There’s a long list of high-level tasks for each, making it clear who leads each one. At first, this felt like an exercise in Enterprise Project Management, but it’s become an extremely useful document - both for D2L itself, but also as a starting point for new applications. We’ve used it as the model for the YuJa video platform, and now for Zoom.

What this document really did was provide a framework for key people in different parts of the university, reporting to completely different parts of the organization, to come together without any form of turf war or defensive posturing. We all know how we fit together, and can work from there without friction.

We have spent much of the last 2 years actively working on these relationships and developing reciprocal trust. Which, it turns out, was probably the most important thing we could have been doing because it gave us an effective way to work together with a common purpose.

OK. Back to the COVID thing. Way back to March 3. We had a high level meeting to talk about our Learning Technologies Advisory Committee, and at the end had a brief “so… COVID looks like it’s building up steam…” discussion. We talked about our campus online learning technologies, and how they were all up to handling full adoption. Except for our online classroom platform - we didn’t have a reliable way for classes to meet online. Our campus platform for that was Adobe Connect, which is a capable application, but we were self-hosting on a server that couldn’t handle the load, and the software was out of date and causing issues on current browsers. And our license could only handle 500 simultaneous users. We have 30 classes with that many students…

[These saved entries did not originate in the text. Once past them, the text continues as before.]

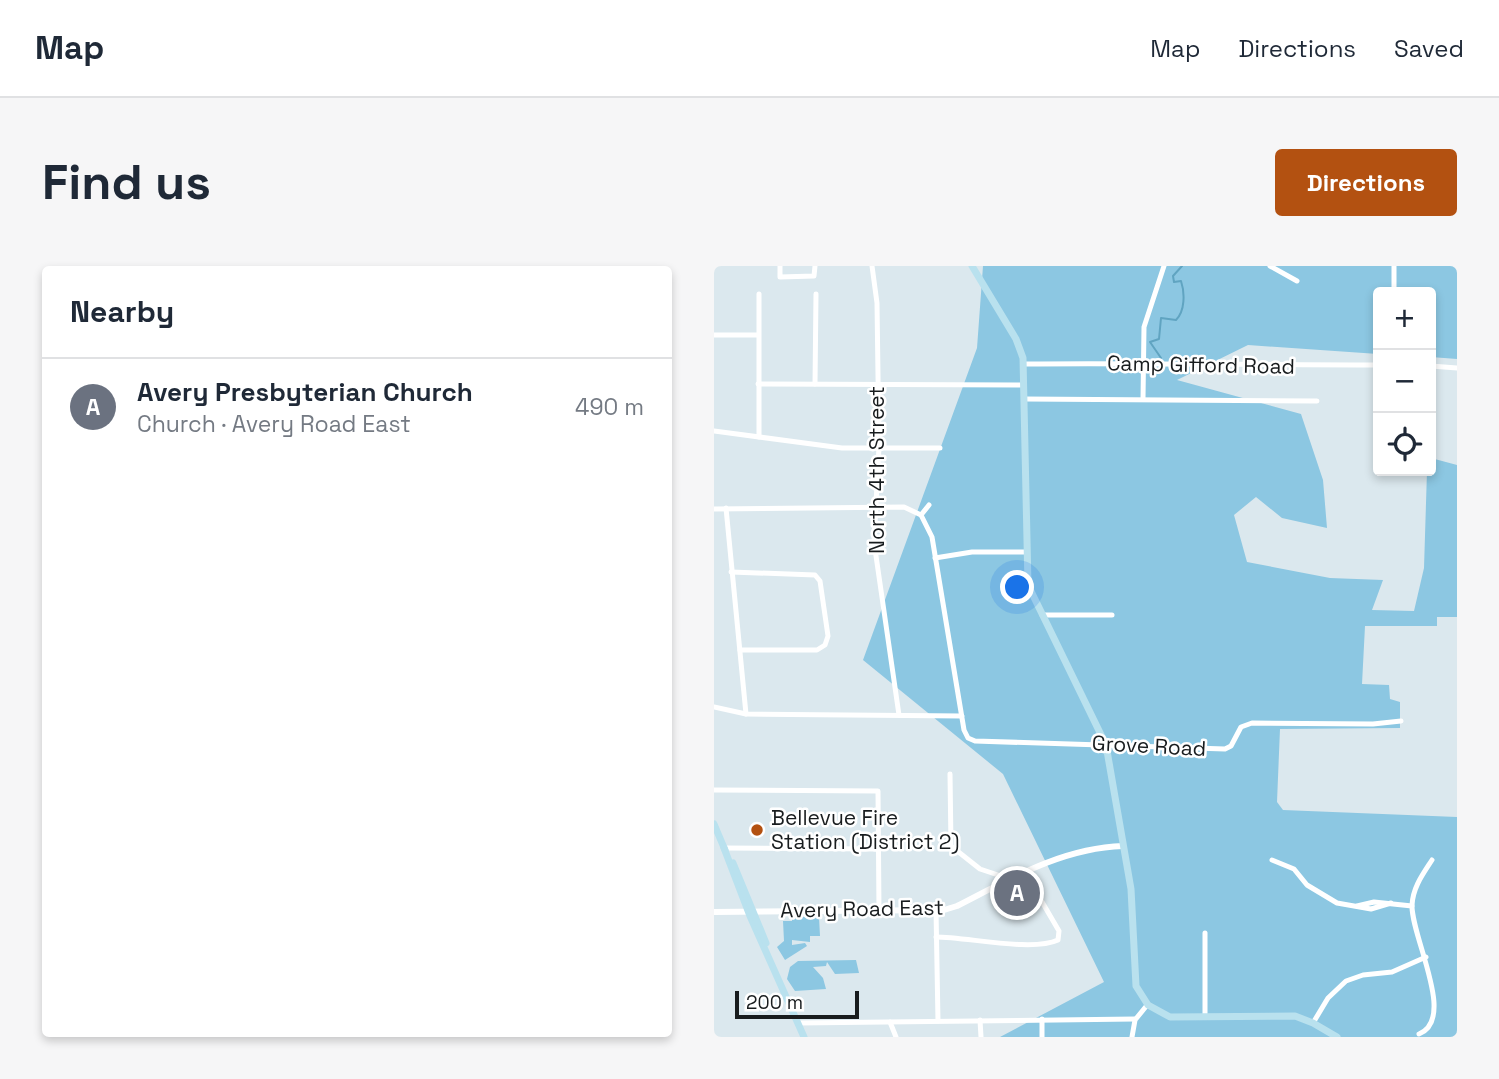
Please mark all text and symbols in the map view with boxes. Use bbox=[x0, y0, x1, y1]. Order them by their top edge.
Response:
text: Map bbox=[35, 27, 104, 69]
text: Map bbox=[1150, 33, 1200, 64]
text: Directions bbox=[1238, 33, 1356, 64]
text: Saved bbox=[1394, 33, 1464, 64]
button: Directions bbox=[1275, 149, 1457, 216]
text: Find us bbox=[42, 151, 211, 213]
map controls bbox=[1373, 287, 1436, 476]
button: + bbox=[1373, 287, 1436, 350]
text: Nearby bbox=[70, 292, 174, 331]
street label: Camp Gifford Road bbox=[1107, 349, 1295, 380]
button: − bbox=[1373, 350, 1436, 413]
text: Avery Presbyterian Church bbox=[137, 375, 473, 409]
street label: North 4th Street bbox=[863, 386, 890, 554]
text: A bbox=[86, 392, 100, 422]
text: 490 m bbox=[575, 392, 644, 422]
text: Church · Avery Road East bbox=[137, 409, 411, 439]
button: locate bbox=[1373, 413, 1436, 476]
your location bbox=[1000, 570, 1034, 604]
street label: Grove Road bbox=[1091, 729, 1207, 762]
place label: Bellevue Fire Station (District 2) bbox=[771, 804, 959, 855]
marker: Bellevue Fire Station (District 2) bbox=[749, 822, 765, 838]
pin: A bbox=[994, 867, 1040, 919]
street label: Avery Road East bbox=[780, 894, 944, 923]
scale bar bbox=[735, 988, 859, 1020]
text: 200 m bbox=[746, 990, 803, 1015]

So, a reliable and scalable platform for online classes became the priority. A few faculties had already adopted Zoom for use by their instructors, and had been asking for it to be adopted university-wide as a core platform.

Our team in the Taylor Institute started developing a Teaching Continuity website, to provide resources for instructors to start planning how to adapt their courses in case they need to shift online. There was no timeline for when (or if) that would happen, but we needed to prepare resources before things started hitting fans, so they’d be ready when needed.

The goal would not be “let’s take time to develop the ideal online course experience” - there just isn’t time for instructors do that. The goal would be “there’s a month left in the semester - let’s get what we can online and provide a way for students to finish the semester without having to add another year to their degree programs”.

We got a contract signed and delivered to Zoom late on Thursday March 12. By end of day Friday March 13, we had integrated Zoom with D2L Brightspace, and with campus Active Directory for authentication. 24 hours after our Provost signed the contract, we had a new platform available for use by 35,000 students and every instructor.

On Friday, March 13, face-to-face classes were cancelled for the day. On Monday, March 16, all in-person classes were cancelled and instructors were to move courses online for alternate delivery starting Tuesday, March 17.

Thankfully, we now had a stable, reliable, and scalable platform for online classes. Thankfully, we’d spent years developing relationships and trust and processes, so that we were able to implement a new core campus learning technology in 24 hours.

In that first shortened week1, 4,751 meetings were held in our campus Zoom environment.

Instructors can set up meetings for any class directly from D2L. Students can create meetings for their own work as well - moving their group project work online as needed. Online office hours are now a thing. Being present with remote students outside of traditional “lecture” classes is a thing.

I’ve been working in edtech for 25 years now. This is the first time in my career when I have actually felt confident that all of the core software that we use for online teaching and learning would hold up. That’s amazing.

And, it gives us a chance to start moving up Maslow’s hierarchy - now that questions have shifted from “how to I set up an account?” to “what kinds of teaching and learning can I do in my course?” and “how can my students interact and do more than just watch a video?”.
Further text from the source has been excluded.